The Book Of Poems 1962-2012

2012
Author(s)
Publisher
Farrar, Straus & Giroux

It is the astonishment of Louise Glück's poetry that it resists collection. With each successive book her drive to leave behind what came before has grown more fierce, the force of her gaze fixed on what has yet to be imagined. She invented a form to accommodate this need, the book-length sequence of poems, like a landscape seen from above, a novel with lacunae opening onto the unspeakable. The reiterated yet endlessly transfigured elements in this landscape - Persephone, a copper beech, a mother and father and sister, a garden, a husband and son, a horse, a dog, a field on fire, a mountain - persistently emerge and reappear with the dark energy of the inevitable, shot through with the bright aspect of things new-made.

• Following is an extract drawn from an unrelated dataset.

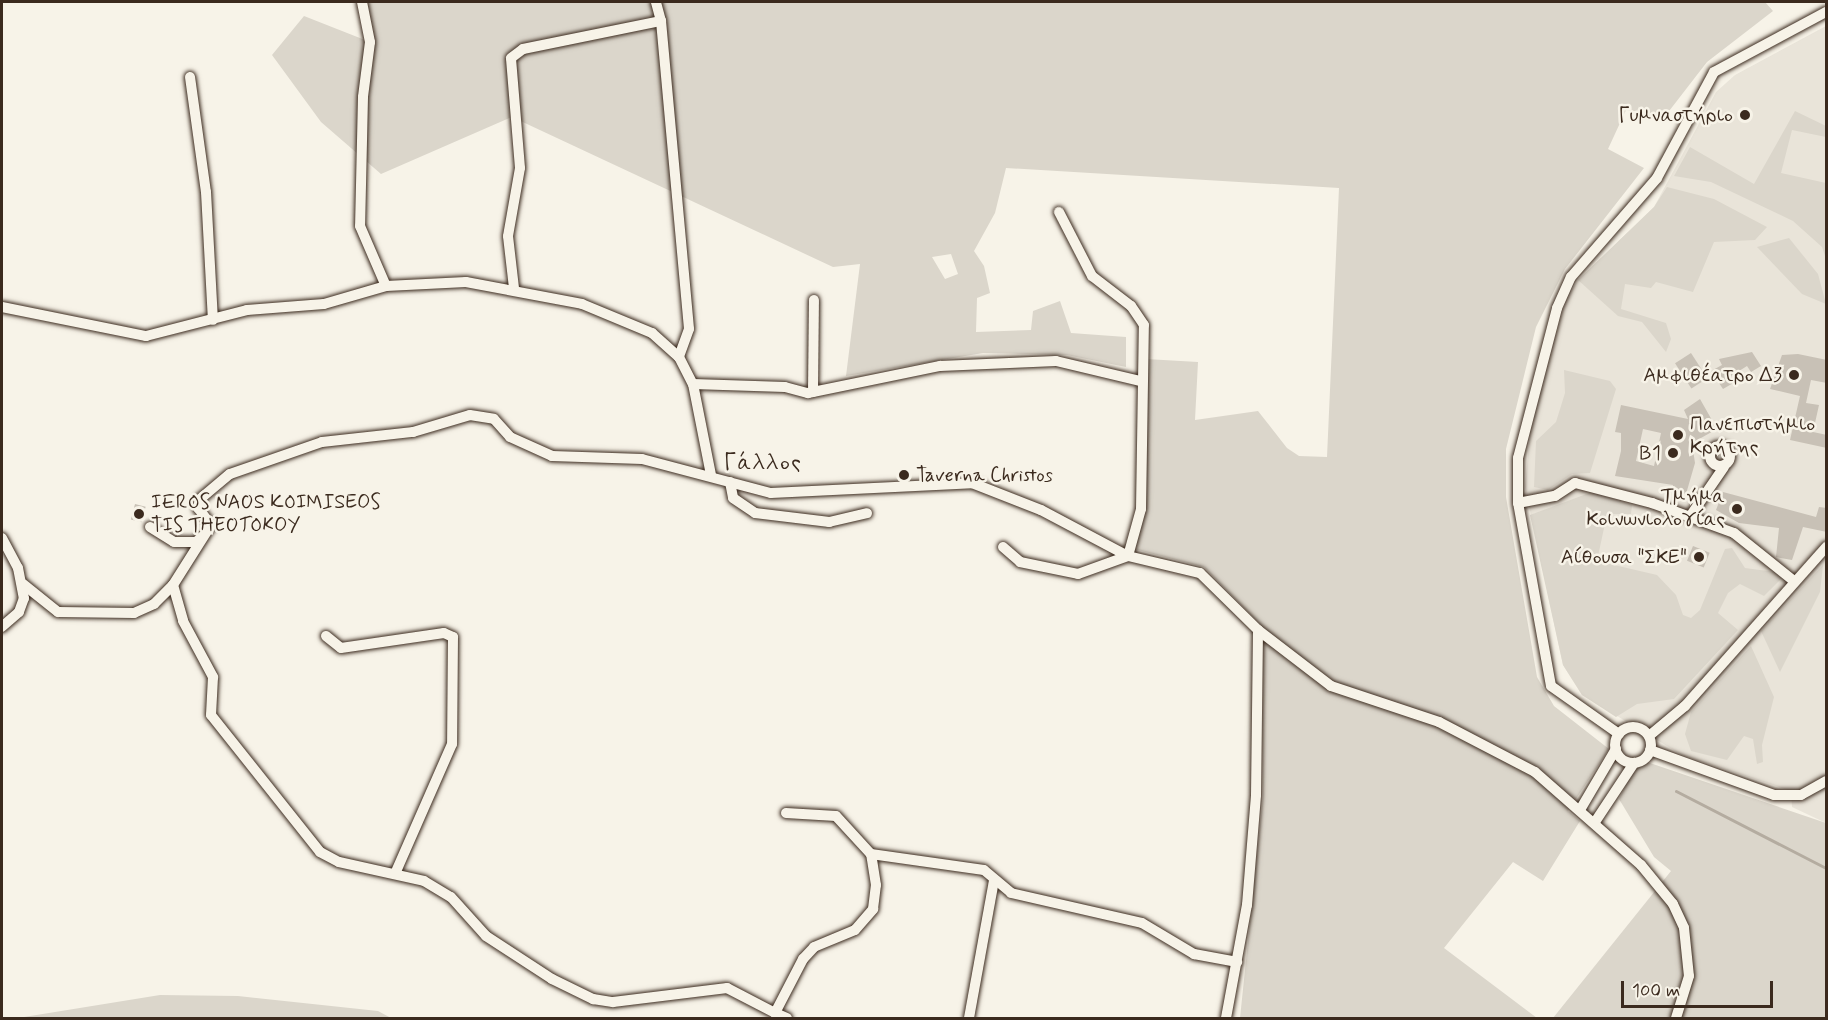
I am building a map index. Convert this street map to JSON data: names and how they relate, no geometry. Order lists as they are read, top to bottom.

From the outset ("Come here / Come here, little one"), Gluck's voice has addressed us with deceptive simplicity, the poems in lines so clear we "do not see the intervening fathoms." 

From within the earth's
bitter disgrace, coldness and barrenness

my friend the moon rises:
she is beautiful tonight, but when is she not beautiful?

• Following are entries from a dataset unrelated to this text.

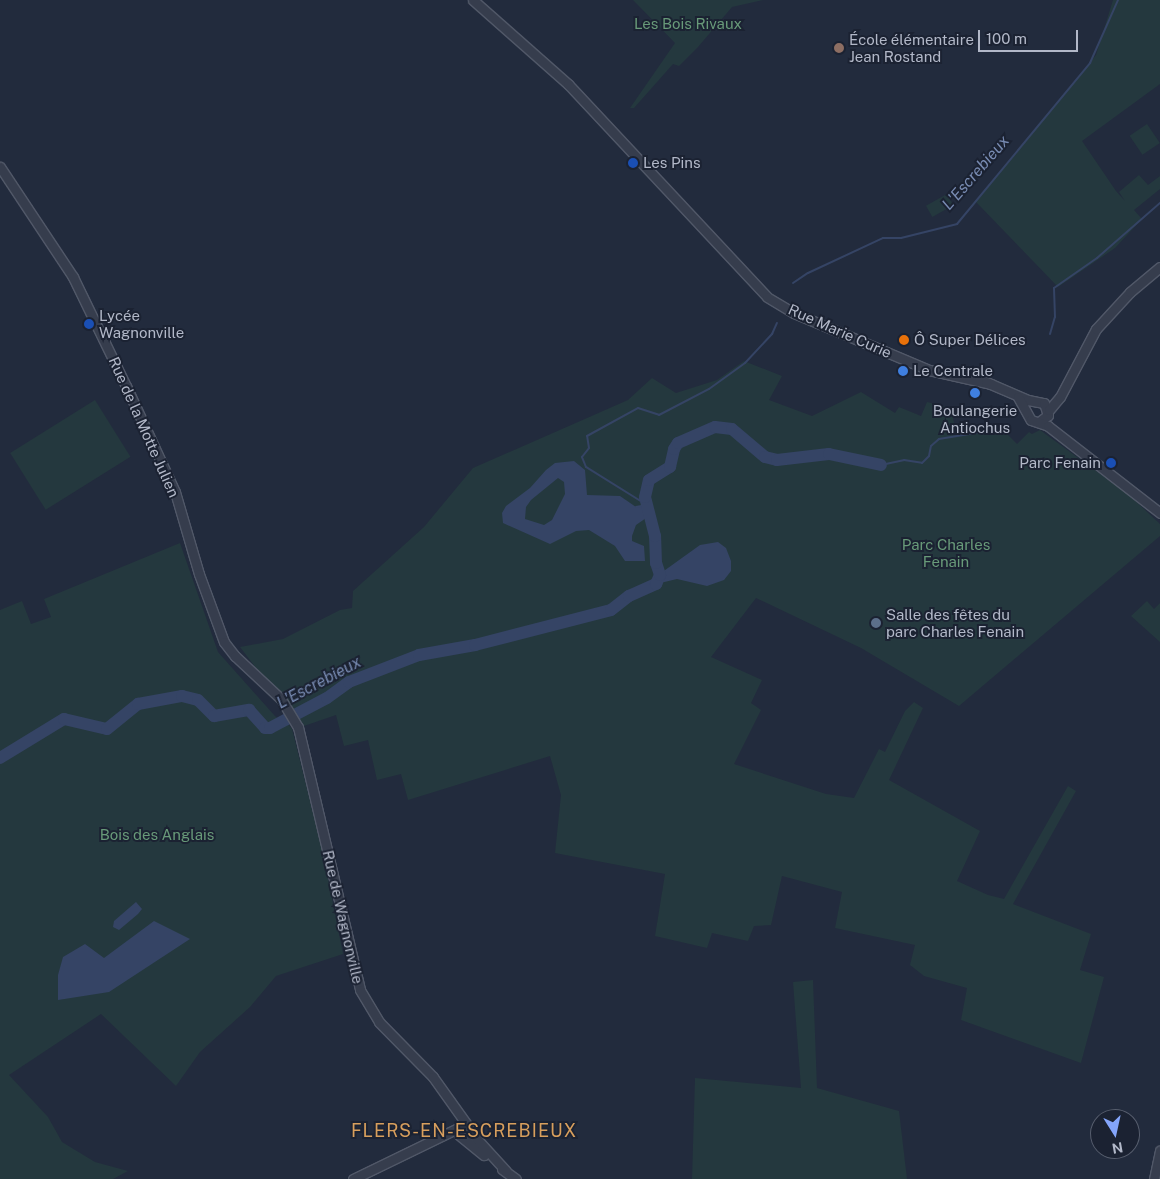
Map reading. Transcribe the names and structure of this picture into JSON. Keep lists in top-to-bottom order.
{
  "streets": {
    "street": ["Rue Marie Curie", "Rue de la Motte Julien", "Rue de Wagnonville"]
  },
  "crossings": [
    ["Rue de la Motte Julien", "Rue de Wagnonville"]
  ],
  "districts": ["FLERS-EN-ESCREBIEUX"],
  "water": ["L'Escrebieux"],
  "parks": ["Les Bois Rivaux", "Parc Charles Fenain", "Bois des Anglais"],
  "places": [
    "École élémentaire Jean Rostand",
    "Les Pins",
    "Lycée Wagnonville",
    "Ô Super Délices",
    "Le Centrale",
    "Boulangerie Antiochus",
    "Parc Fenain",
    "Salle des fêtes du parc Charles Fenain"
  ],
  "scale_bar": "100 m",
  "north": "bottom"
}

To read these books together is to understand the governing paradox of a life lived in the body and of the work wrested from it, the one fated to die and the other to endure.

About the Author

Louise Glück is one of America’s finest contemporary poets. In 2020 Louise Glück has become the first American woman to win the Nobel prize for literature in 27 years, cited for “her unmistakable poetic voice that with austere beauty makes individual existence universal”. Glück is the 16th woman to win the Nobel, and the first American woman since Toni Morrison took the prize in 1993. Winner of the Pulitzer Prize, Glück is a former Poet Laureate of the United States and the author of a dozen widely acclaimed books. Stephen Dobyns, writing in the New York Times Book Review, said “no American poet writes better than Louise Glück, perhaps none can lead us so deeply into our own nature.” Pulitzer Prize winner Robert Hass has called her “one of the purest and most accomplished lyric poets now writing.” Evocative and lyrically graceful, Glück’s work is noted for its emotional intensity and technical precision. Glück’s considerable accomplishments as a poet are apparent in her 2013 collected works, Poems: 1962-2012. She received the 2014 National Book Award for her most recent collection of poems, Faithful and Virtuous Night, and in 2015 received the National Humanities Medal from the National Endowment for the Humanities. Her latest book of essays is titled American Originality.